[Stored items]
* * * * * * * * *

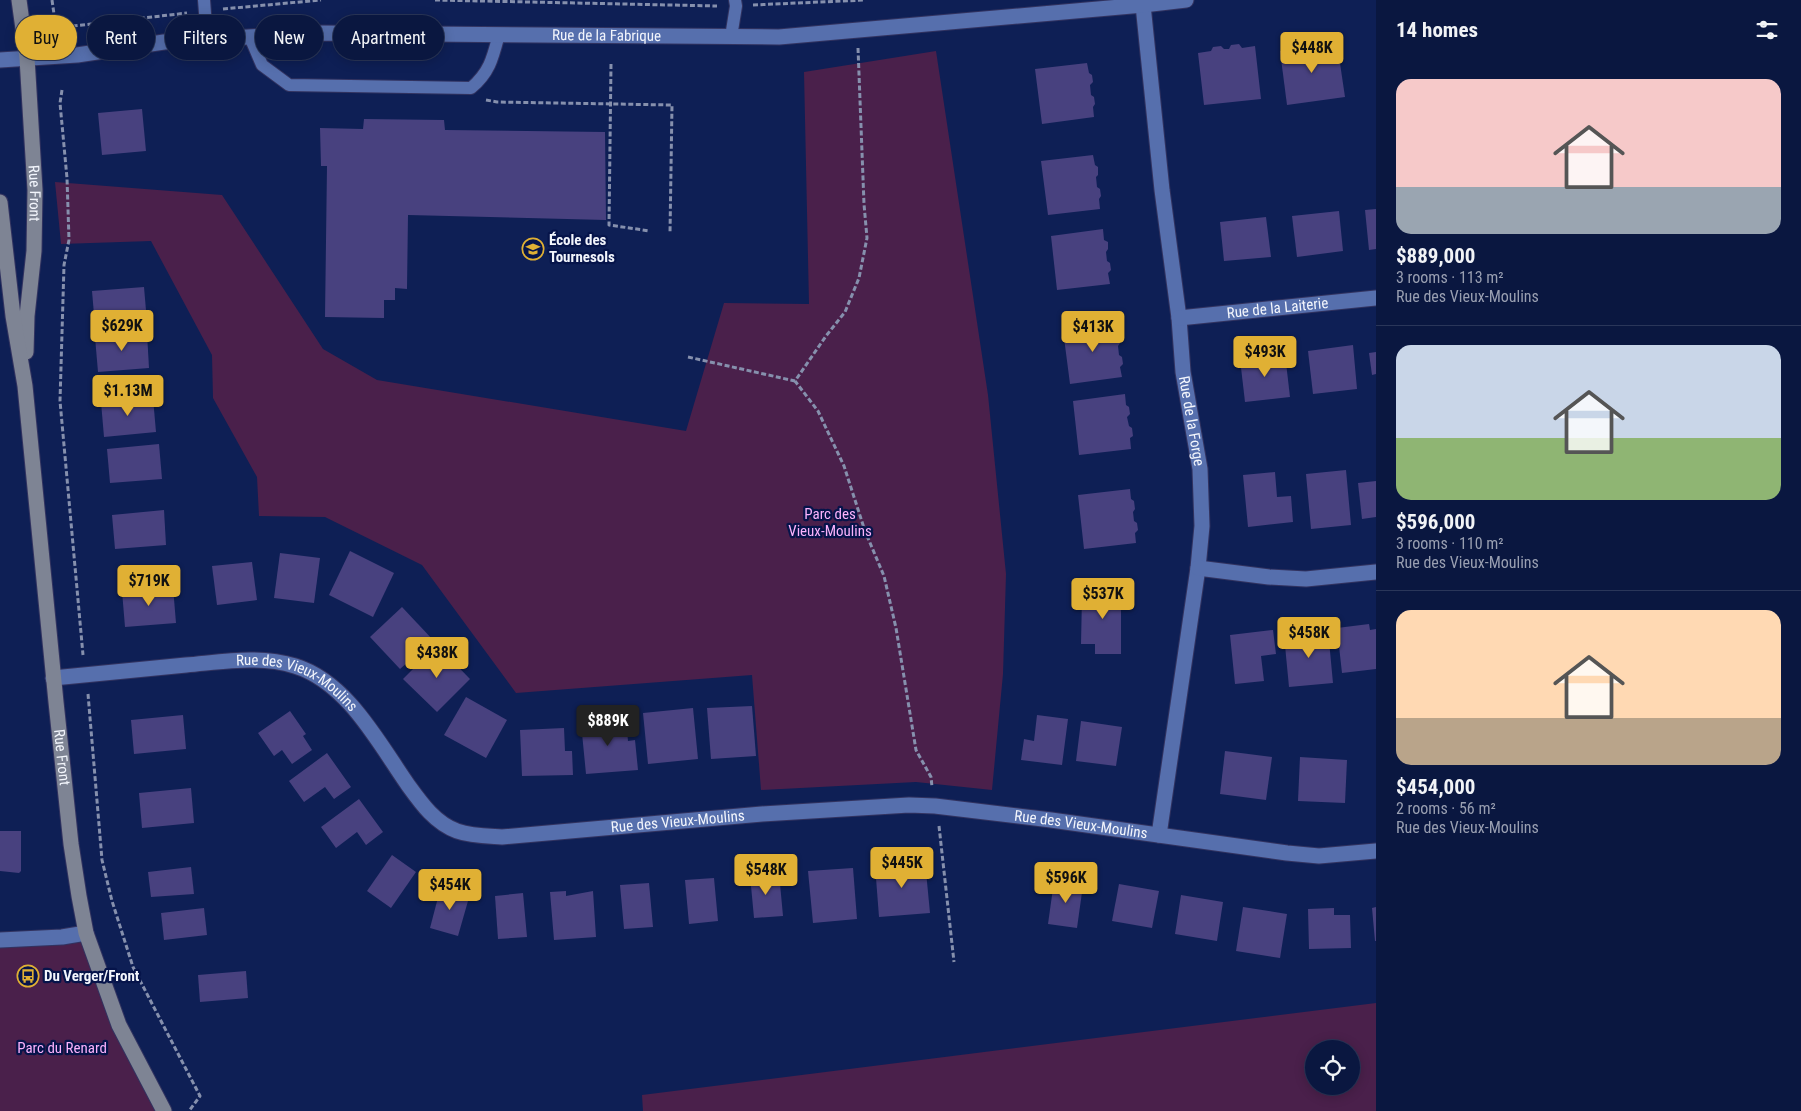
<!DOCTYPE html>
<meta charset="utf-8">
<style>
:root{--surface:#0a1740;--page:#132047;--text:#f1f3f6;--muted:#999fb1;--line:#2a3659;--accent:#e0b034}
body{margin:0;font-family:"Roboto Condensed",sans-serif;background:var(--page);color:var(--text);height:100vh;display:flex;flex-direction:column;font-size:19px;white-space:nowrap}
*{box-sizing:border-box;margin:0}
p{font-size:16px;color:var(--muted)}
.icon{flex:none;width:28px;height:28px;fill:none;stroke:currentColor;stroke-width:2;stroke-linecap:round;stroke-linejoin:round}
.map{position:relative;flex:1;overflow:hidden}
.side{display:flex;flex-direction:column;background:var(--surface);width:425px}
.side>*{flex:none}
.guide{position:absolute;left:15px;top:15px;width:475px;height:45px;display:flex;gap:10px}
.controls{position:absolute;left:1305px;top:1040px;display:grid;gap:10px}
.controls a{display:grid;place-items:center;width:55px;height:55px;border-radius:50%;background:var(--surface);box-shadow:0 2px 12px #0003,0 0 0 1px var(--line);font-size:25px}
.price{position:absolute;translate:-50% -42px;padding:0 11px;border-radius:5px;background:var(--accent);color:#111;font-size:16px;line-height:32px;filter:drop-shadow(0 1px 2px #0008)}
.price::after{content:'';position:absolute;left:50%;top:30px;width:15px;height:11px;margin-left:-8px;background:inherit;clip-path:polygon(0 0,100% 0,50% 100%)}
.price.current{background:#222;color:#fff}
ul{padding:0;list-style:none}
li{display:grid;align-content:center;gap:10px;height:265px;padding:0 20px}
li+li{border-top:1px solid var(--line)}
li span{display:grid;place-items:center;height:155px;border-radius:15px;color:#555}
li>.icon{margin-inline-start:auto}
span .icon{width:90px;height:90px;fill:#fffc;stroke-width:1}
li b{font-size:21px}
h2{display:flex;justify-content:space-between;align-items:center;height:60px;padding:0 20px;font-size:21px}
.pill{padding:0 18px;border-radius:22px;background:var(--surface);box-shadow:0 2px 12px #0003,0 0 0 1px var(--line);font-size:18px;line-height:45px}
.pill.current{background:var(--accent);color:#111}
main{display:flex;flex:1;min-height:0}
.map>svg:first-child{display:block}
.green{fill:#4a204b;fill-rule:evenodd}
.building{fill:#48417f}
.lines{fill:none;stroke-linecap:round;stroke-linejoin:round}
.lane-casing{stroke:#323360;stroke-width:14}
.street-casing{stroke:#323360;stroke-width:17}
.secondary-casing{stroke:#323360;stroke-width:17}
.path{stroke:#8690ad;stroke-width:3;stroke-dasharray:5 2.5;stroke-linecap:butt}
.lane{stroke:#566fad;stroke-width:12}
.street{stroke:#566fad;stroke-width:15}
.secondary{stroke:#7e8494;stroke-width:15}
.labels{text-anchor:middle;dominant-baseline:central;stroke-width:4.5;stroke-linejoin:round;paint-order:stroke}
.street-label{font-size:15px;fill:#f2f5fc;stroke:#06144a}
.poi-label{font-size:15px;font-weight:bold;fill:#f2f5fc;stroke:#06144a;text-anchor:start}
.park-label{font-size:15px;fill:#fbb2fc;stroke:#06144a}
</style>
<main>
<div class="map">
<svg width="1376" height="1111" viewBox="0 0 1376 1111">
<rect width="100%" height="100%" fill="#0e1f55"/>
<g class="green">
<polygon points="936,51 988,395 1006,574 1003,674 992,790 916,782 761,790 752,675 516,693 422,565 325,517 259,516 257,477 213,398 212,355 151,241 61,244 55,182 222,195 323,349 377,380 686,431 724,303 809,304 804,72"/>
<polygon points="86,933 164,1111 0,1111 0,940"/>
<path d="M1376 1003V1111H643L642 1095ZM1314 1049H1351V1086H1314Z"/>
</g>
<g class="building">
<polygon points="1337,43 1345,97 1287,105 1280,51"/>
<polygon points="1239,44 1242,48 1255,46 1261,99 1204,105 1198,53 1211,51 1213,47 1221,46 1224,49 1229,49 1231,45"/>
<polygon points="1087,63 1089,73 1092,75 1093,82 1090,85 1091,95 1094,97 1095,104 1093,107 1094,117 1042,124 1035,69"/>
<polygon points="142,109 146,151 102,155 98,113"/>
<polygon points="364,119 444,120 445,130 605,132 606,220 408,215 407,289 395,288 395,300 384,300 384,318 325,317 327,166 321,166 320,128 363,129"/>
<polygon points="1093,155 1095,165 1098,167 1098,175 1096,177 1097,187 1100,189 1101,196 1099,199 1100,209 1048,215 1041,161"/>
<polygon points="1376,209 1376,249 1369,250 1365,210"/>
<polygon points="1339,211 1343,251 1297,257 1292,216"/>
<polygon points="1266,217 1271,257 1224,261 1220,222"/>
<polygon points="1103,229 1104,240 1108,242 1108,249 1106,252 1107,261 1110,263 1111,270 1108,273 1110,284 1057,290 1051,236"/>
<polygon points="144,287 147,322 95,326 92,291"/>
<polygon points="1115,323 1116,334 1120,336 1120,343 1118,346 1119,355 1122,357 1123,364 1120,367 1122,377 1070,384 1063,330"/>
<polygon points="147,333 149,368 98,372 95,337"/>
<polygon points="1353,345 1357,389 1313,394 1308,351"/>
<polygon points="1376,352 1376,374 1372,375 1369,353"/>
<polygon points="1285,354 1290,397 1245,402 1240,359"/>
<polygon points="1125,394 1126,405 1129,407 1130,414 1127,417 1129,426 1132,428 1133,436 1130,438 1131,449 1079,455 1073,401"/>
<polygon points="153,398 156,432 104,437 101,402"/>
<polygon points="159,444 162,479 110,483 107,449"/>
<polygon points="1346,470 1351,525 1311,529 1306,474"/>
<polygon points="1275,472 1277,497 1291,496 1293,522 1248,527 1243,475"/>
<polygon points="1376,481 1376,517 1362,519 1358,483"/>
<polygon points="1130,489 1131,499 1134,501 1135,509 1133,512 1134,521 1137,523 1138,530 1135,533 1136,543 1084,549 1078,495"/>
<polygon points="164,510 166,545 115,549 112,515"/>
<polygon points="350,551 394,573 373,617 329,595"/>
<polygon points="280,553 320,558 314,603 274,598"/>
<polygon points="252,562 257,600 217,605 212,566"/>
<polygon points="1095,586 1121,586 1121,654 1095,654 1095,644 1081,644 1082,596 1095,596"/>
<polygon points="173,587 176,623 125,627 122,591"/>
<polygon points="402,607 433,640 400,669 370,637"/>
<polygon points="1369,624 1370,630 1376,629 1376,669 1342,673 1337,628"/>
<polygon points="1273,630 1276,654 1261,656 1264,681 1235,684 1230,635"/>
<polygon points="1328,630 1333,683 1289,687 1284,635"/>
<polygon points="437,645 470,679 437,712 403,679"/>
<polygon points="466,697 507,720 486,758 444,735"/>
<polygon points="752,706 756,756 711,759 707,708"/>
<polygon points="693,708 698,759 648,764 643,713"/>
<polygon points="290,711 306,734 303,736 312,750 292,764 282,750 274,756 258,733"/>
<polygon points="183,715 186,749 134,754 131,720"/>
<polygon points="1037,715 1068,719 1062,765 1021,760 1024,739 1034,741"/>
<polygon points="626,719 628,741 635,740 638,770 586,774 581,723"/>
<polygon points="1081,721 1122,727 1116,766 1076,761"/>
<polygon points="564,728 565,751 572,751 573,775 522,776 520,730"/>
<polygon points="1225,751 1272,757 1266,800 1220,794"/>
<polygon points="327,753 351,787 334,799 325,787 304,802 289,781"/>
<polygon points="1300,757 1347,760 1345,803 1298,801"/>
<polygon points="191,788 194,823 142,828 139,793"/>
<polygon points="359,799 383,832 366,845 357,832 336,848 321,827"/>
<polygon points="0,831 21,831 21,871 19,873 0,871"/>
<polygon points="392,855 416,872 391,908 367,891"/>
<polygon points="925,861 930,913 879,917 875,865"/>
<polygon points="191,867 194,894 151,897 148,872"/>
<polygon points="853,868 857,919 813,923 808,871"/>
<polygon points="779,873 783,916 754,918 750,875"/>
<polygon points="714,878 718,921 689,924 685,880"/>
<polygon points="1054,881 1083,885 1077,928 1048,924"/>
<polygon points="649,883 653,927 624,929 620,885"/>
<polygon points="1119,884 1159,891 1152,928 1112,921"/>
<polygon points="441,886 470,894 458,936 430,928"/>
<polygon points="566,891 566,896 593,891 596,937 554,940 550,892"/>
<polygon points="523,893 527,937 498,939 495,896"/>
<polygon points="1181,895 1223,902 1217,941 1175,934"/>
<polygon points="1243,907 1287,914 1280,958 1236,951"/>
<polygon points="1376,907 1376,941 1375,941 1372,908"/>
<polygon points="204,908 207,935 164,940 161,913"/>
<polygon points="1334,908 1334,915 1350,915 1351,948 1309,949 1308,909"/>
<polygon points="246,971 248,998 200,1002 198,975"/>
</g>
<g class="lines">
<g class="lane-casing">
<g id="lane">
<polyline points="204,0 207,39"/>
<path d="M250 37 262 65 289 85 471 88C490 72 493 57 499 34"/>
<polyline points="731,37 736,6 735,0"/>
</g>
</g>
<g class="street-casing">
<g id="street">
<path id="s1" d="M1143 5 1162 190 1179 318 1183 372 1200 469 1202 526 1198 568 1159 835"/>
<path id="s2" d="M0 60 77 55 164 42 316 33 779 37 1143 5 1186 0"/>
<path id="s3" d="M1179 318 1376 298"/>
<polyline points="1198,568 1269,577 1306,579 1376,572"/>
<path id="s4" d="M53 678C97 674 142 669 186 665 222 662 259 655 295 666 347 682 378 742 408 785 421 803 435 823 457 831 471 836 486 836 502 837L762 814 909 805 935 806 1051 820 1287 853 1319 856 1376 851"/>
<polyline points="0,940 62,937 86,933"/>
</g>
</g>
<g class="secondary-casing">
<g id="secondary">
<path id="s5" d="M19 0 27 58 35 190 34 251 27 316 26 352"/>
<path id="s6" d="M0 202 13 316 25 386 56 702 71 844 79 896 86 933 119 1025 164 1111"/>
</g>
</g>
<g class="path">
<polyline points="52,0 56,28 187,13"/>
<polyline points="435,0 717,6"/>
<polyline points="753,5 865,0"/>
<polyline points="223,9 321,0"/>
<polyline points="858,48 864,204 867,238 859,278 845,312 826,336 795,381 818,411 844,466 865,531 884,576 896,628 916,750 931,777 932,787"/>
<polyline points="611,64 609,225 650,231"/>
<polyline points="62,90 60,103 67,178 69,240 64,265 60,401 83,655"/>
<polyline points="486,100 497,102 672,105 670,233"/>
<polyline points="688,357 795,381"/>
<polyline points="88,694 102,860 112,901 133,967 200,1096 189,1111"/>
<polyline points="939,826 954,962"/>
</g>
<use href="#lane" class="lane"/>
<use href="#street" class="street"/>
<use href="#secondary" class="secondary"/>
</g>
<defs>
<g id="school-ring" transform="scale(1.125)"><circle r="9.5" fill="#06144a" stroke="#e0b034" stroke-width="1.5"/><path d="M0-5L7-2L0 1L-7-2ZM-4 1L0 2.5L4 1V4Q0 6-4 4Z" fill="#e0b034"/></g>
<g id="bus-ring" transform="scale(1.125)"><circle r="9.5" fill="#06144a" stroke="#e0b034" stroke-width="1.5"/><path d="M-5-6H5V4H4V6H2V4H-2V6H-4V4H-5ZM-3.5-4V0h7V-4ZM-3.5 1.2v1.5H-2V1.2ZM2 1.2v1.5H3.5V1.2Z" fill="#e0b034"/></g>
</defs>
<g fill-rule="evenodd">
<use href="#school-ring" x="533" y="249"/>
<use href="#bus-ring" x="28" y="976"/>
</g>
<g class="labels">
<g class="street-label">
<text stroke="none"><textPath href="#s2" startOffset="608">Rue de la Fabrique</textPath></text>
<text stroke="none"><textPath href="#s5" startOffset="194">Rue Front</textPath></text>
<text stroke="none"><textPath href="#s3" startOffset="99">Rue de la Laiterie</textPath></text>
<text stroke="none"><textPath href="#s1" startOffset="419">Rue de la Forge</textPath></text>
<text stroke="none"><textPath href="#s4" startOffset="251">Rue des Vieux-Moulins</textPath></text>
<text stroke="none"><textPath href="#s6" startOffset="559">Rue Front</textPath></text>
<text stroke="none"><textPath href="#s4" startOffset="701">Rue des Vieux-Moulins</textPath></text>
<text stroke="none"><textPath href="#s4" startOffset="1106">Rue des Vieux-Moulins</textPath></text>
</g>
<g class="poi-label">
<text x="549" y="240">École des<tspan x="549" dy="17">Tournesols</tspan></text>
<text x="44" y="976">Du Verger/Front</text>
</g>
<g class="park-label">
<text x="830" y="514">Parc des<tspan x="830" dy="17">Vieux-Moulins</tspan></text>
<text x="62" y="1048">Parc du Renard</text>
</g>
</g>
</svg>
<div class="controls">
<a><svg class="icon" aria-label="locate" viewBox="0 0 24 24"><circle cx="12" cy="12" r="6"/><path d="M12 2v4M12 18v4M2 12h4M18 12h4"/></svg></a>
</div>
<b class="price" style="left:1312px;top:74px">$448K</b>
<b class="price" style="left:122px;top:352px">$629K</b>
<b class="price" style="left:1093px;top:353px">$413K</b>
<b class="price" style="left:1265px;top:378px">$493K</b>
<b class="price" style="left:128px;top:417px">$1.13M</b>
<b class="price" style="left:149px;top:607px">$719K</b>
<b class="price" style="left:1103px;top:620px">$537K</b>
<b class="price" style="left:1309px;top:659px">$458K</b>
<b class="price" style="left:437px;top:679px">$438K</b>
<b class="price current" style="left:608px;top:747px">$889K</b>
<b class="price" style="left:902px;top:889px">$445K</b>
<b class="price" style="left:766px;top:896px">$548K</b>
<b class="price" style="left:1066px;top:904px">$596K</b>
<b class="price" style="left:450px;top:911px">$454K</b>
<div class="guide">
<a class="pill current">Buy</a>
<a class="pill">Rent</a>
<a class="pill">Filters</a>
<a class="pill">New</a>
<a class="pill">Apartment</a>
</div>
</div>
<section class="side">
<h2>14 homes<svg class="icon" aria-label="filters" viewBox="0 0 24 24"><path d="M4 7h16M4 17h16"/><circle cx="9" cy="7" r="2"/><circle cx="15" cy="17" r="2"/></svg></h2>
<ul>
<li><span style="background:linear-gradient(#f6c9c9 70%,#9aa5b1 0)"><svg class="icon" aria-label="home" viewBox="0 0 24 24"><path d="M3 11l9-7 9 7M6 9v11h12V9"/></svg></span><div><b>$889,000</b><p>3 rooms · 113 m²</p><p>Rue des Vieux-Moulins</p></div></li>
<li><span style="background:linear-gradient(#c9d6e8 60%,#8fb573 0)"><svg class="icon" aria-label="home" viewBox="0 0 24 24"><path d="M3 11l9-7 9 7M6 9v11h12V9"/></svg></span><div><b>$596,000</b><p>3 rooms · 110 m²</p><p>Rue des Vieux-Moulins</p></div></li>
<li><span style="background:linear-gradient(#ffd9b3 70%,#b9a48a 0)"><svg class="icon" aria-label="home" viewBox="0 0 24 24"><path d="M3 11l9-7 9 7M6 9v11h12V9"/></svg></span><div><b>$454,000</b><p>2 rooms · 56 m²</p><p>Rue des Vieux-Moulins</p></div></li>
</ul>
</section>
</main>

* * * * * * * * *

[Assigned task]
The lines that mention the word "position" should be pulled from the records above.

[Result for this exercise]
.map{position:relative;flex:1;overflow:hidden}
.guide{position:absolute;left:15px;top:15px;width:475px;height:45px;display:flex;gap:10px}
.controls{position:absolute;left:1305px;top:1040px;display:grid;gap:10px}
.price{position:absolute;translate:-50% -42px;padding:0 11px;border-radius:5px;background:var(--accent);color:#111;font-size:16px;line-height:32px;filter:drop-shadow(0 1px 2px #0008)}
.price::after{content:'';position:absolute;left:50%;top:30px;width:15px;height:11px;margin-left:-8px;background:inherit;clip-path:polygon(0 0,100% 0,50% 100%)}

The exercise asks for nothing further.